Task brief —
Work through the listing below, copying each line that carries the word "with".

Data provided —
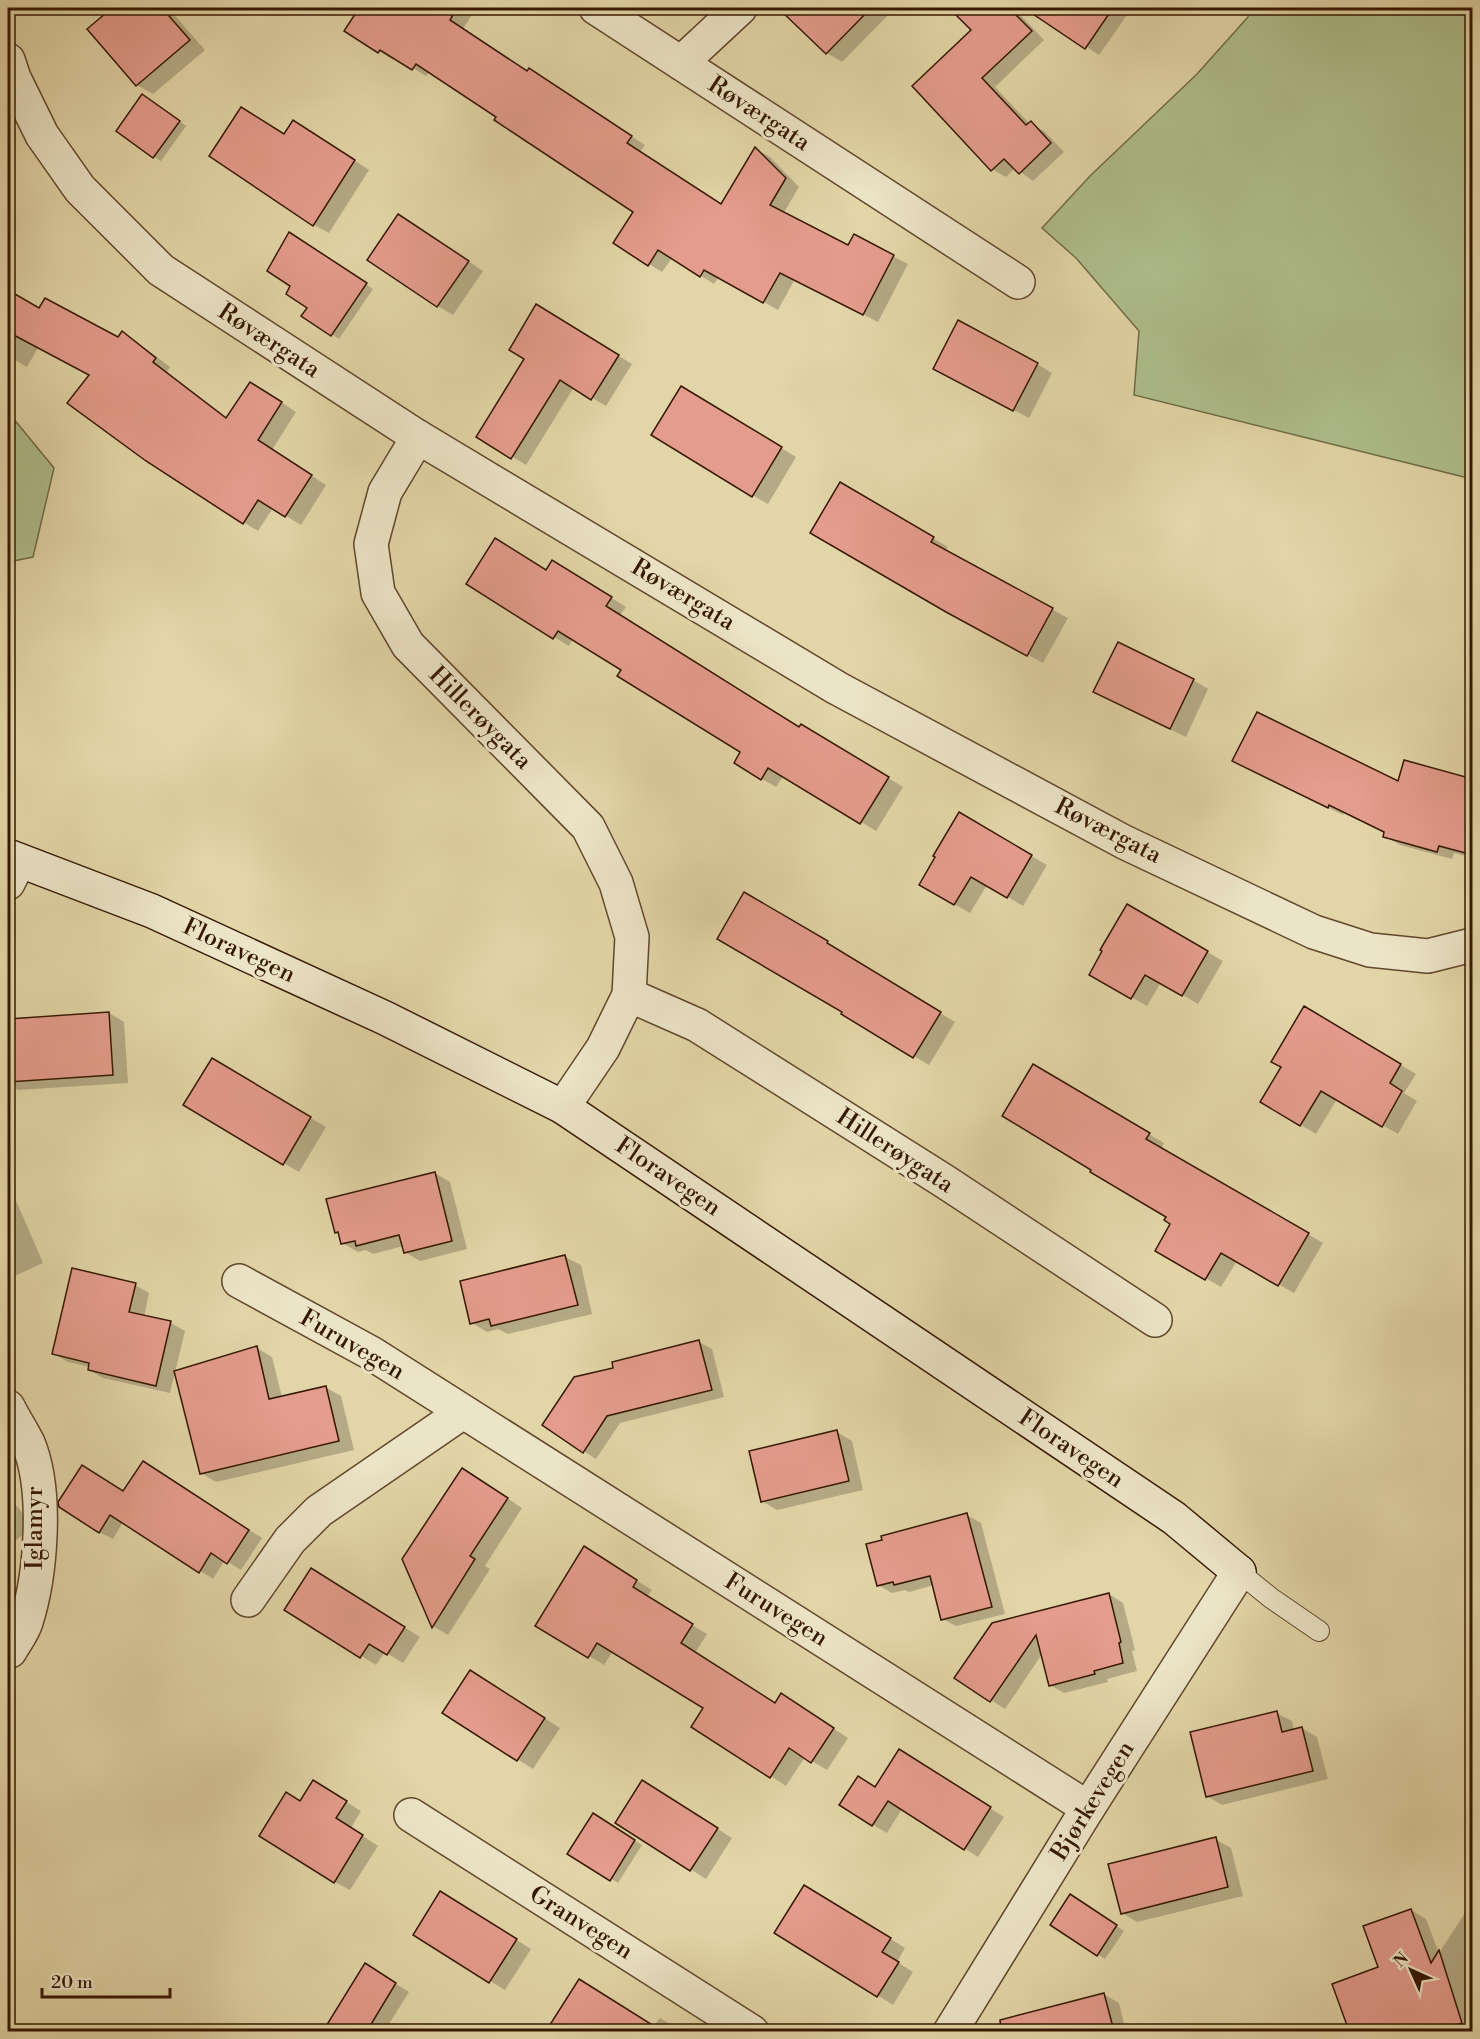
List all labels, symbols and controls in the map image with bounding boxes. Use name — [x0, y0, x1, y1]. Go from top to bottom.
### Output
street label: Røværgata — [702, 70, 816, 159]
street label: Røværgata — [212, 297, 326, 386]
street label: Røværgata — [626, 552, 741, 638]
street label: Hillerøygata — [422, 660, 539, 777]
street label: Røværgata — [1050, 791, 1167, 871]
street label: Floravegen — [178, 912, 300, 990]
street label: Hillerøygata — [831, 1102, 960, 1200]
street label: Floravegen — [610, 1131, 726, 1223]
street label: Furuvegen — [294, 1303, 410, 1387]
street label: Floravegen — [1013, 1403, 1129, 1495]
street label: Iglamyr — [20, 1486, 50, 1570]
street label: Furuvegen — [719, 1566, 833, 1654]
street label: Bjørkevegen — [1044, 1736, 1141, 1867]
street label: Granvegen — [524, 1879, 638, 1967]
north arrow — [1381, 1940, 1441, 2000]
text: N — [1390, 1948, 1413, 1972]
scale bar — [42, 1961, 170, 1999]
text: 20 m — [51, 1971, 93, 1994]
--
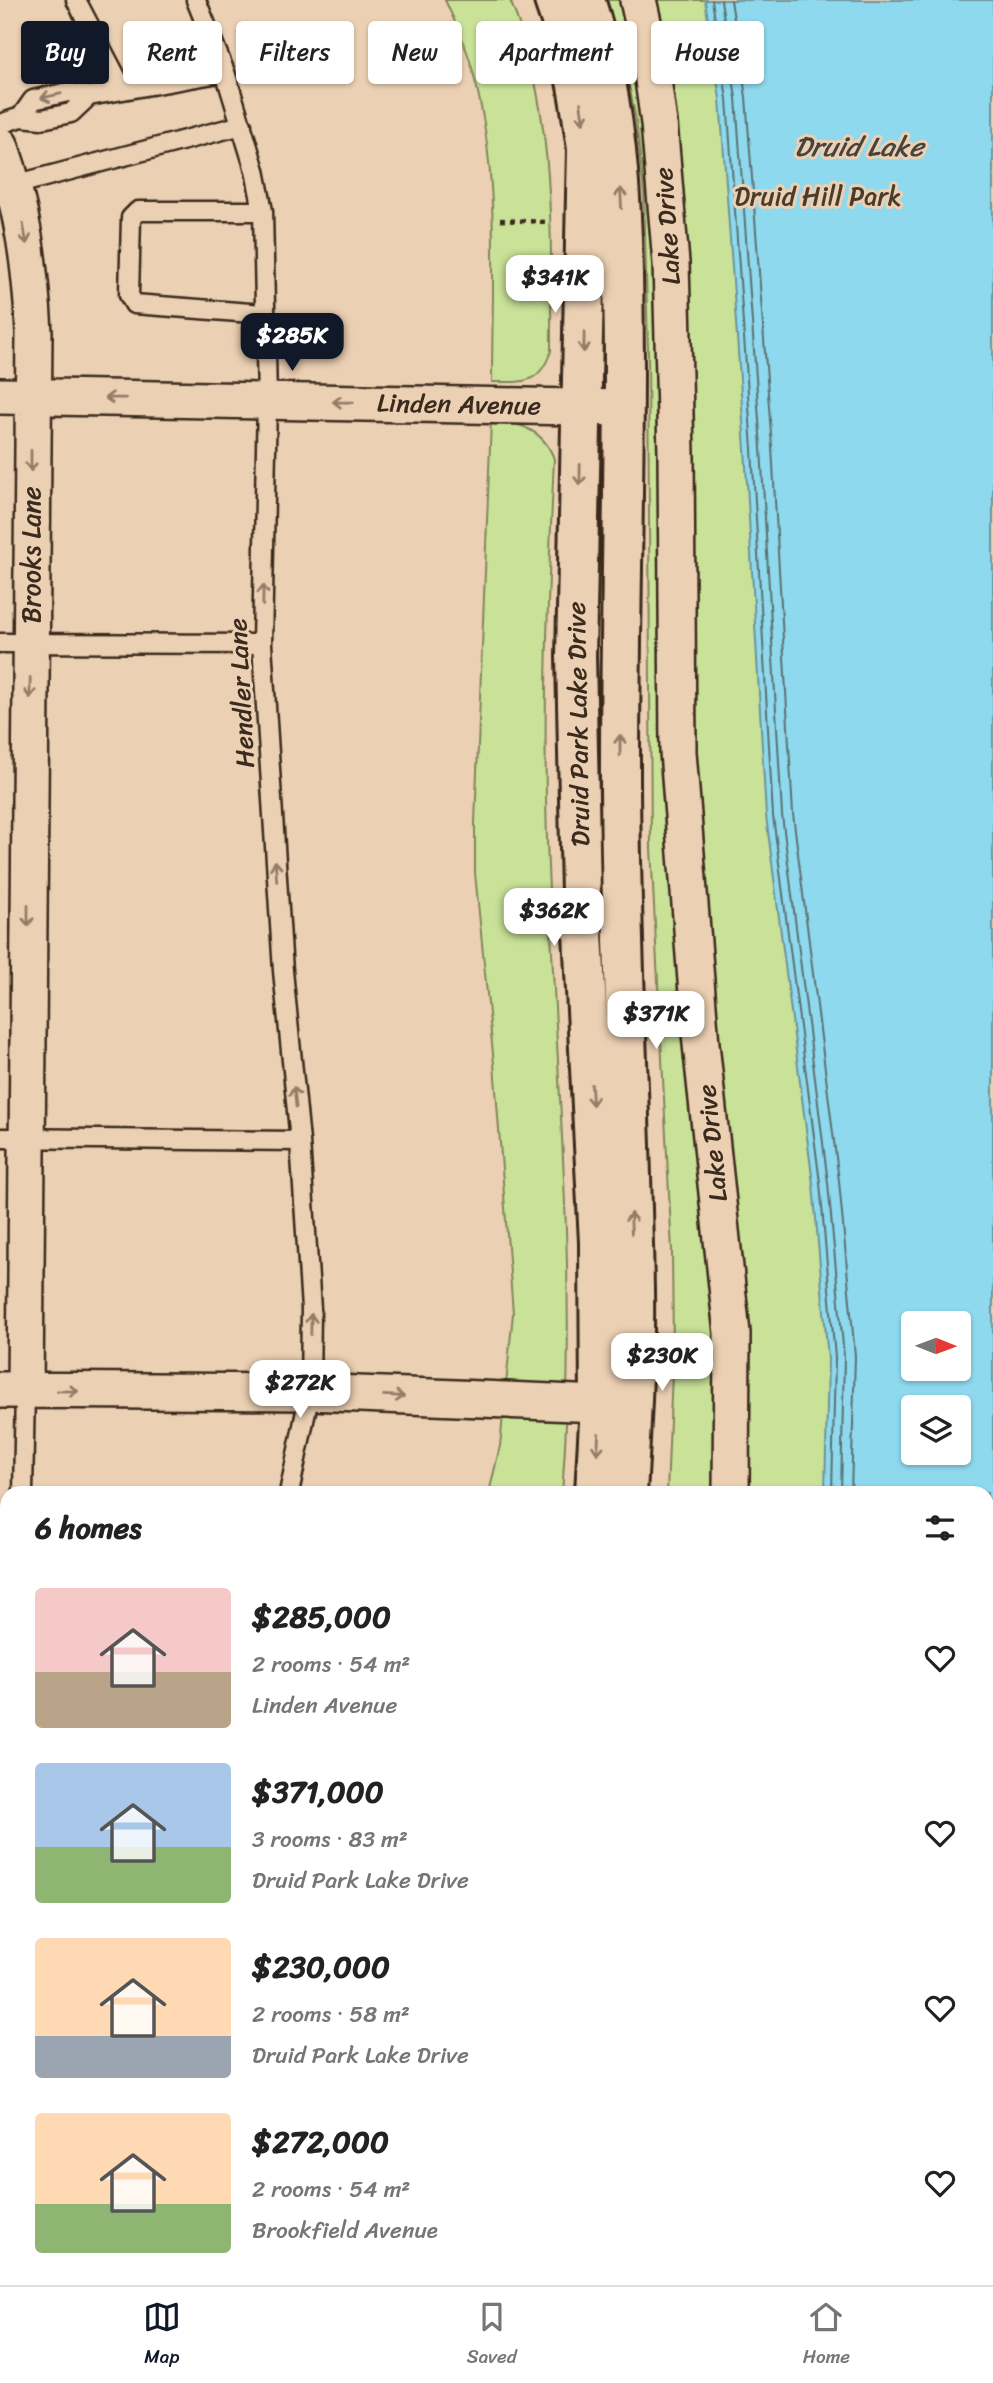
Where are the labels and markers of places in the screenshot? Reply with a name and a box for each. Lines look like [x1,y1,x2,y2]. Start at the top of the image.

Solved exercise —
List all labels, symbols and controls in the map image with bounding boxes. Use name — [x0, y0, x1, y1]. Go from top to bottom.
Where are the labels and markers of places in the screenshot? Reply with a name and a box for each. Lines look like [x1,y1,x2,y2]. Start at the top of the image.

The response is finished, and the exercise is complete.